In addition, awk also provides a set of variable creation (all variable names are capitalized), as shown in the following list:

Variable name the number of ARGC command line parameters. The AGV index of the current file being processed by the ARGIND command line. ARGV command line parameter array. CONVFMT converts the numeric format. The array passed by ENVIRON from the shell that contains the current environment variable. ERRNO when you use the close function or the getline function to read data, the description of the redirection error is stored in this variable. FIELDWIDTHS can replace the list of FS delimiters when dividing records by fixed domain width. The current input file name of FILENAME. The record number of the current FNR file. The input delimiter of FS. The default Delimiter is space. IGNORECASE disables case sensitivity in regular expressions and string operations. The number of NF file domains. The number of records of the current NR file. OFMT digital output format. OFS output domain separator. ORS output record delimiter. The length of the string matching by the match function. RS input record delimiter. The offset of the string matching by the match function. SUBSEP subscript delimiter.

/> Cat employees2
Tom Jones: 4424: 5/12/66: 543354
Mary Adams: 5346: 11/4/63: 28765
Sally Chang: 1654: 7/22/54: 650000
Mary Black: 1683: 9/23/44: 336500

/> Awk-F: '{IGNORECASE = 1}; $1 = "mary adams" {print NR, $1, $2, $ NF}' employees2
2 Mary Adams 5346 28765
/> Awk-F: '$1 = "mary adams" {print NR, $1, $2, $ NF}' employees2
No output results.
When the value of the IGNORECASE built-in variable is not 0, it indicates that the case sensitivity is disabled when string operations and regular expressions are processed. Here, "mary adams" will match the "Mary Admams" record in the file. Print the first, second, and last fields. Note that NF indicates the number of the current record domains, so $ NF indicates the value of the last domain.
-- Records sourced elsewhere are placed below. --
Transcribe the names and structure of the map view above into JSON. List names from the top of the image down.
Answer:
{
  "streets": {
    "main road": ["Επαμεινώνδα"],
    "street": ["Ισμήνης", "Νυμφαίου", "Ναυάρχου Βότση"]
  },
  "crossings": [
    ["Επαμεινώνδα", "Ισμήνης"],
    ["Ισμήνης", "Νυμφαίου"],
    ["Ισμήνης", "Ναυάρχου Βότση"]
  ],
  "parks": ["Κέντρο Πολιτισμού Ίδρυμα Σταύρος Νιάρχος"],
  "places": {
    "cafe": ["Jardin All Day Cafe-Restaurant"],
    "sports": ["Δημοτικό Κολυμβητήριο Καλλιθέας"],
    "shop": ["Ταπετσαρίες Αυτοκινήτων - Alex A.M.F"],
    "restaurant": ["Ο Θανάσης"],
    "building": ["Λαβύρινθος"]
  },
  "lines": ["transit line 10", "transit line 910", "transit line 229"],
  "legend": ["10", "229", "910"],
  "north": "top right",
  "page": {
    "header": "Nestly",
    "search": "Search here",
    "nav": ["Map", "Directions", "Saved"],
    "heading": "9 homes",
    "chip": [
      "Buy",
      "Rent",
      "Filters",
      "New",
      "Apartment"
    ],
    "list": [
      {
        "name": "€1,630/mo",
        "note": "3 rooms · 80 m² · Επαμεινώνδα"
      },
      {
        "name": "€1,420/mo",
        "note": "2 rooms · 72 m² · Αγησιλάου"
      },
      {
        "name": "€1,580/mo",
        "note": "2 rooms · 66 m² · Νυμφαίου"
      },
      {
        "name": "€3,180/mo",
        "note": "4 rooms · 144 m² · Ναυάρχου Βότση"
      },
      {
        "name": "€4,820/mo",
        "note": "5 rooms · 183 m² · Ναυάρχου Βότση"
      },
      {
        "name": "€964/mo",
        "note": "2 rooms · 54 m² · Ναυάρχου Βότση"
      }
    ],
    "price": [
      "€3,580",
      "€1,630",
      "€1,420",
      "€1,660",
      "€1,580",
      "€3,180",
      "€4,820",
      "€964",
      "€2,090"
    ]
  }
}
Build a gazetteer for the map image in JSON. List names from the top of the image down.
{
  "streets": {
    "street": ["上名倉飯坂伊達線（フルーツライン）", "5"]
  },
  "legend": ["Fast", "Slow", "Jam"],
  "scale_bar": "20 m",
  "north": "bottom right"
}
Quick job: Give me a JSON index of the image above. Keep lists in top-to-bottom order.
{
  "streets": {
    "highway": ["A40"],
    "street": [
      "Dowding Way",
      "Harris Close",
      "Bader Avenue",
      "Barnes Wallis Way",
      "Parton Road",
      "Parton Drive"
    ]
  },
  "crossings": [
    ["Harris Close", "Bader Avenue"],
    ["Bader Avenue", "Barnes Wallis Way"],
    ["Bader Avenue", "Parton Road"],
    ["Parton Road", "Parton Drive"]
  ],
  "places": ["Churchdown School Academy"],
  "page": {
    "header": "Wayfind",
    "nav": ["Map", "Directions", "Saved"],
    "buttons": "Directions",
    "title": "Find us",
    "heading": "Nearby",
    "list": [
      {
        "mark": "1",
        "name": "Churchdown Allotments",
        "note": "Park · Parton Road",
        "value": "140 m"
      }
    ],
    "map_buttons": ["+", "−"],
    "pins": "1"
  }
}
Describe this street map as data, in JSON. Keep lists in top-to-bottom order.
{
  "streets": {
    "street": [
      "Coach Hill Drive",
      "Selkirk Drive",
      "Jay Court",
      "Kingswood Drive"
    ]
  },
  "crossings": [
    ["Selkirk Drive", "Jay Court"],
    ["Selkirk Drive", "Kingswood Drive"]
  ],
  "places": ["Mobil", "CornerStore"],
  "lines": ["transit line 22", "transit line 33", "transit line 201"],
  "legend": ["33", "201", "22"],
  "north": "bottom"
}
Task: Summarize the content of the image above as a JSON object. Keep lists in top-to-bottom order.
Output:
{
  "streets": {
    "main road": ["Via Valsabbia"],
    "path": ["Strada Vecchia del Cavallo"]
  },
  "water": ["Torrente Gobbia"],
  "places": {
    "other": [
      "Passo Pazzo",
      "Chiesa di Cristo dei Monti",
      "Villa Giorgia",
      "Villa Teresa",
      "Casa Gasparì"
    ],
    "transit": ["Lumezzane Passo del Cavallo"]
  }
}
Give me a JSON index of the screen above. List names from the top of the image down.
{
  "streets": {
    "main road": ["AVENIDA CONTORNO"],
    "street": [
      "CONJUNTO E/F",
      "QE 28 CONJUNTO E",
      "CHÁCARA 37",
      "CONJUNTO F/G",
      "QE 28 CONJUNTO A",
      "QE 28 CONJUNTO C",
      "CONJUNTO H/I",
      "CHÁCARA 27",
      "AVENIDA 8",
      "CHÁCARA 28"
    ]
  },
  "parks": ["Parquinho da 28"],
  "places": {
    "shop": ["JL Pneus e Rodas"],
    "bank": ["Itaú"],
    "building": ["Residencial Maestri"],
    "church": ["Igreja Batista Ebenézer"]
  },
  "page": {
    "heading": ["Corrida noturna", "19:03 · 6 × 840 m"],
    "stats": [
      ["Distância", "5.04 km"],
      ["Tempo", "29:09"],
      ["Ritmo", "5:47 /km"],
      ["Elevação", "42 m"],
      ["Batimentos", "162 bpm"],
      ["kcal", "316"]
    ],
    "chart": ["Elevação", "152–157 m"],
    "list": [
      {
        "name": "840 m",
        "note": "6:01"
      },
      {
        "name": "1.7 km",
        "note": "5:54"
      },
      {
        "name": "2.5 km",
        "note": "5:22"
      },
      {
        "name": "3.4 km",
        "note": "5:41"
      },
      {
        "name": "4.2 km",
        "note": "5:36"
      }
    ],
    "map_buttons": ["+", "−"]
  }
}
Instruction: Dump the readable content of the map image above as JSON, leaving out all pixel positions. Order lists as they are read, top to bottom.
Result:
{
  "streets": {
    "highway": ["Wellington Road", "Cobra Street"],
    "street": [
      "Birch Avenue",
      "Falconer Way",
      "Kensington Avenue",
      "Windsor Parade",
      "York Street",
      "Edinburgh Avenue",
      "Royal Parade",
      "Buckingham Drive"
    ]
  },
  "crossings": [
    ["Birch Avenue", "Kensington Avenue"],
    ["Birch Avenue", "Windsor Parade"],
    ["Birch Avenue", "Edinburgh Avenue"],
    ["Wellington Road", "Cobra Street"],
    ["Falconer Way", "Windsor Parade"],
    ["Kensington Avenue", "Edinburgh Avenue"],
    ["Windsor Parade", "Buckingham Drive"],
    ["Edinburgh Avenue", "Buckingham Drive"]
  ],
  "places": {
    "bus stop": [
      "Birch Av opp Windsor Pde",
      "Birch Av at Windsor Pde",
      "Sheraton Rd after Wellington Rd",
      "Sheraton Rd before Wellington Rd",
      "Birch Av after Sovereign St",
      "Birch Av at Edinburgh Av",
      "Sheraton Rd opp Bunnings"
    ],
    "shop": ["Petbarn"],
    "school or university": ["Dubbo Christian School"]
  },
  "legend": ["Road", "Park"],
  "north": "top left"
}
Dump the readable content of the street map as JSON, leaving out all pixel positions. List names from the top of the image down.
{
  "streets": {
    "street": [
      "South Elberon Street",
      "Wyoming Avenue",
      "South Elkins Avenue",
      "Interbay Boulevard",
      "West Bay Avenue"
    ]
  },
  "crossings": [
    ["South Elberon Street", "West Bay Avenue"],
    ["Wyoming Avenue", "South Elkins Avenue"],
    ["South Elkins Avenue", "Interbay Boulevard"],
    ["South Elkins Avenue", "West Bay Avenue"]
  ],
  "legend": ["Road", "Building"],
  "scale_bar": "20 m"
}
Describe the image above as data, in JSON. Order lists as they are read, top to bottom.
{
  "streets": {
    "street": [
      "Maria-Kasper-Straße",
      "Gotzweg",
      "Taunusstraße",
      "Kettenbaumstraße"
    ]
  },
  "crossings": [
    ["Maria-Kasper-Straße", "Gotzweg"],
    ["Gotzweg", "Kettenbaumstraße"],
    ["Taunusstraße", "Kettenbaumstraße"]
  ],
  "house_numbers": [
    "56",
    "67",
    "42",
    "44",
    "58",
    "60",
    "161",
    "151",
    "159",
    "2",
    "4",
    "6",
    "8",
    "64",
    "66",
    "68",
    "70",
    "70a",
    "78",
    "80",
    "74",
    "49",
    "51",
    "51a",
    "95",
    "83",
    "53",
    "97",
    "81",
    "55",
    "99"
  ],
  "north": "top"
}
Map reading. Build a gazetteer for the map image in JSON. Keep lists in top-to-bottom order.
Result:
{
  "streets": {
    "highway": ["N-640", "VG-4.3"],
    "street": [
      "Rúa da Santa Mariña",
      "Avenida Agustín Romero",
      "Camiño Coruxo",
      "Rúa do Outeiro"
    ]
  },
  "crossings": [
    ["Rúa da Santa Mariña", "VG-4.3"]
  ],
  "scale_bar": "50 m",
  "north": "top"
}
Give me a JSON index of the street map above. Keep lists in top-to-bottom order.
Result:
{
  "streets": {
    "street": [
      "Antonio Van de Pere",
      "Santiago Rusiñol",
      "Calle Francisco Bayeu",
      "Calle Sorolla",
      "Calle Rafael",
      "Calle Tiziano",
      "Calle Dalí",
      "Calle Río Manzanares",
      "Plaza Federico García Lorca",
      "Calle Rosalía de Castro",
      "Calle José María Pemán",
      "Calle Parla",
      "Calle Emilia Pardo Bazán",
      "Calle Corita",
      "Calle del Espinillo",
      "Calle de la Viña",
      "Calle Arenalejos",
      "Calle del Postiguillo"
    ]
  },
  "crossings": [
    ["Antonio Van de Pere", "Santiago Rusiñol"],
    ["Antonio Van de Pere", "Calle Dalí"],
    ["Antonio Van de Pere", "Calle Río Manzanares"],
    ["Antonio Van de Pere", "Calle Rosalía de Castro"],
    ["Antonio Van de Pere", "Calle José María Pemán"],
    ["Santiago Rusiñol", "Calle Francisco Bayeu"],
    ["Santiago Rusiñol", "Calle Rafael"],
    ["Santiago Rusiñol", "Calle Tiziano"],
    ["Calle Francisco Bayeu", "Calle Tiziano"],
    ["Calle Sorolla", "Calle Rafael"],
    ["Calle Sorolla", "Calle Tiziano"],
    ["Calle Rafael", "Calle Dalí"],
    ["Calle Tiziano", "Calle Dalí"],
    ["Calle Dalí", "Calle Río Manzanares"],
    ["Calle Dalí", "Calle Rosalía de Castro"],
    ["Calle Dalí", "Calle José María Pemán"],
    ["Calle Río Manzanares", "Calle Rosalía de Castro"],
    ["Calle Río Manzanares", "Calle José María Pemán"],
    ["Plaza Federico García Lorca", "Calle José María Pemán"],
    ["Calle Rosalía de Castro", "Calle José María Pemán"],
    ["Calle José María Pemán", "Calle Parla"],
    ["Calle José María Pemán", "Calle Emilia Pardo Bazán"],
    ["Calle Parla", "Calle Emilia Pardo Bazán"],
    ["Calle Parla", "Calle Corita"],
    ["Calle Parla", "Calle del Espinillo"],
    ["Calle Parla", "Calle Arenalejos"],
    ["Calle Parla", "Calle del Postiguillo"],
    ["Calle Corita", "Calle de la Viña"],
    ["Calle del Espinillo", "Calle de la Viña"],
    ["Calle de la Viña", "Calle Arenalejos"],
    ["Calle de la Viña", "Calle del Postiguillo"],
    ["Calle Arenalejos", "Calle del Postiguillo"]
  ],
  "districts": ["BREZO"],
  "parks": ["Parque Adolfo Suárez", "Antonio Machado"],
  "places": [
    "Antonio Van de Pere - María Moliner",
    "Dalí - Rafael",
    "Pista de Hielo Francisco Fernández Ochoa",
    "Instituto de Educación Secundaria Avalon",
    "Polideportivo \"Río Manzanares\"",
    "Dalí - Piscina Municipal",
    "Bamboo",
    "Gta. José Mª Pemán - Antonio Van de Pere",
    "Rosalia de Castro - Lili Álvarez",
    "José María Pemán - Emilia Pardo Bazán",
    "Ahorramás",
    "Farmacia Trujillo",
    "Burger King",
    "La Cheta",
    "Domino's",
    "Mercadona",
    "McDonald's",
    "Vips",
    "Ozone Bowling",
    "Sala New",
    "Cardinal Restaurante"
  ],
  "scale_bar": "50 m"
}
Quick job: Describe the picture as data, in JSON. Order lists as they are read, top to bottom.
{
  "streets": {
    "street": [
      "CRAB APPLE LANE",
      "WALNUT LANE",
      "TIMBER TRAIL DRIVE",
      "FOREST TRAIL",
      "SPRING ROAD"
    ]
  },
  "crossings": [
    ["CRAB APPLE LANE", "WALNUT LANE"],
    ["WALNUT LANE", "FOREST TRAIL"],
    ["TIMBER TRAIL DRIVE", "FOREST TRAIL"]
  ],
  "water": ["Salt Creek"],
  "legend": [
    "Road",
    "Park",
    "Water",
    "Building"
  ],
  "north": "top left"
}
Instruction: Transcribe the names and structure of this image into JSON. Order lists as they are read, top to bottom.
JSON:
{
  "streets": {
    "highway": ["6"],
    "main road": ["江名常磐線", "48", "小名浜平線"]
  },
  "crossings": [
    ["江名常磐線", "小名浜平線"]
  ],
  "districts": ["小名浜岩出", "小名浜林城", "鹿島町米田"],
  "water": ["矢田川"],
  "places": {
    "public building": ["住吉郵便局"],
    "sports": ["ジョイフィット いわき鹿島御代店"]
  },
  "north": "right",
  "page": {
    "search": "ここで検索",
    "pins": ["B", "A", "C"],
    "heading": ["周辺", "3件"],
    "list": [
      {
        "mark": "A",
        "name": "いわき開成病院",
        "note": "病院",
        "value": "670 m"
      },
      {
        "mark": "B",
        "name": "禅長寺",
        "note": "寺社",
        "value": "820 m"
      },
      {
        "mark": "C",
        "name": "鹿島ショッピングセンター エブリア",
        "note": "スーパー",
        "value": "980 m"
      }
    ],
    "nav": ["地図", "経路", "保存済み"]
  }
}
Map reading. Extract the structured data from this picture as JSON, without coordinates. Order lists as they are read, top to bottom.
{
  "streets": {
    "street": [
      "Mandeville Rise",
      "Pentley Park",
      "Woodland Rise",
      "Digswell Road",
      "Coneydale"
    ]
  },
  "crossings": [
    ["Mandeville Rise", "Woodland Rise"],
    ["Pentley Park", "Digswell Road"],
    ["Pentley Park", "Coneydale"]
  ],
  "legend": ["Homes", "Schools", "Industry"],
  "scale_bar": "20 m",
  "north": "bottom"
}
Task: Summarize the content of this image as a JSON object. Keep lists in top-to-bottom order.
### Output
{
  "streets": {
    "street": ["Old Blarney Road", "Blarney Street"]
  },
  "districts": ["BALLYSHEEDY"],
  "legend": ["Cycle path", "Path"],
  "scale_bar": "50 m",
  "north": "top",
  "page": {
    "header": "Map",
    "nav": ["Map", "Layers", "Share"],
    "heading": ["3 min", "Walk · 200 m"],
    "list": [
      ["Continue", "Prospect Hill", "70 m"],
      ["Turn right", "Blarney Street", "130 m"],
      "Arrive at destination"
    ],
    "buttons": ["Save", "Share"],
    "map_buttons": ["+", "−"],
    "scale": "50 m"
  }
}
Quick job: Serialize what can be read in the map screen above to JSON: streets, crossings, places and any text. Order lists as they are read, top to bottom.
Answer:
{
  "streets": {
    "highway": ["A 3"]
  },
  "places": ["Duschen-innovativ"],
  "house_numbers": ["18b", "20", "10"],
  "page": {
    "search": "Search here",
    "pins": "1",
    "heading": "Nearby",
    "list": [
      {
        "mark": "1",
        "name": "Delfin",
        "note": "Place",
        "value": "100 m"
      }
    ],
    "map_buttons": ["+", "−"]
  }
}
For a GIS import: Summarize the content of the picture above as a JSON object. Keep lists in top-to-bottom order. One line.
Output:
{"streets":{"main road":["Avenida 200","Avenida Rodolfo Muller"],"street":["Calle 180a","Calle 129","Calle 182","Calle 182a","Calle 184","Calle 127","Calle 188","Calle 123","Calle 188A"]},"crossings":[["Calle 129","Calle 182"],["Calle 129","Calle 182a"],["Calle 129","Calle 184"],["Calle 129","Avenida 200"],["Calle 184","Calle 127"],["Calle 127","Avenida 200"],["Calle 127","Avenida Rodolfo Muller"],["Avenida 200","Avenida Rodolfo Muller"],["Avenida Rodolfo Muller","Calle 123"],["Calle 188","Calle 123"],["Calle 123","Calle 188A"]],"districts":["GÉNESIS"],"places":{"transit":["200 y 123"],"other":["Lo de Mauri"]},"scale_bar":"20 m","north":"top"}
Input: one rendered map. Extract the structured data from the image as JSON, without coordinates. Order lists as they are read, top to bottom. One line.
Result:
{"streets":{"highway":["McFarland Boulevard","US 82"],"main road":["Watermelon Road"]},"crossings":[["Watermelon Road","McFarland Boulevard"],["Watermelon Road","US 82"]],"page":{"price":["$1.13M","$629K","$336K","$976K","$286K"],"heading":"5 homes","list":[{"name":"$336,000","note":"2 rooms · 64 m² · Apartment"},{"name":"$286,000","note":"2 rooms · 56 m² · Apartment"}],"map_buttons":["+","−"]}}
Awk also provides the BEGIN block and END block in the action part. The BEGIN action block is executed before awk processes any input file lines. In fact, the BEGIN block can be tested without any input file. Because awk will not read any input files until the BEGIN block is executed. The BEGIN block is usually used to change the value of built-in variables, such as OFS, RS, and FS. It can also be used to initialize custom variable values or print the output title.
/> Awk 'in in {FS = ":"; OFS = "\ t"; ORS = "\ n"} {print $1, $2, $3} filename
In the above example, awk has set the domain separator (FS) as a colon Before processing the file, the output file domain separator (OFS) as a tab, and the output record separator (ORS) it is set to two line breaks. If there are multiple statements in the action module after BEGIN, they are separated by semicolons.
Unlike BEGIN, the action in the END module is executed after the entire file is processed.
/> Awk 'end {print "The number of the records is" NR} 'filename
After processing the input file, awk executes the action in the END module. In the above example, the NR value is the record number of the last record read.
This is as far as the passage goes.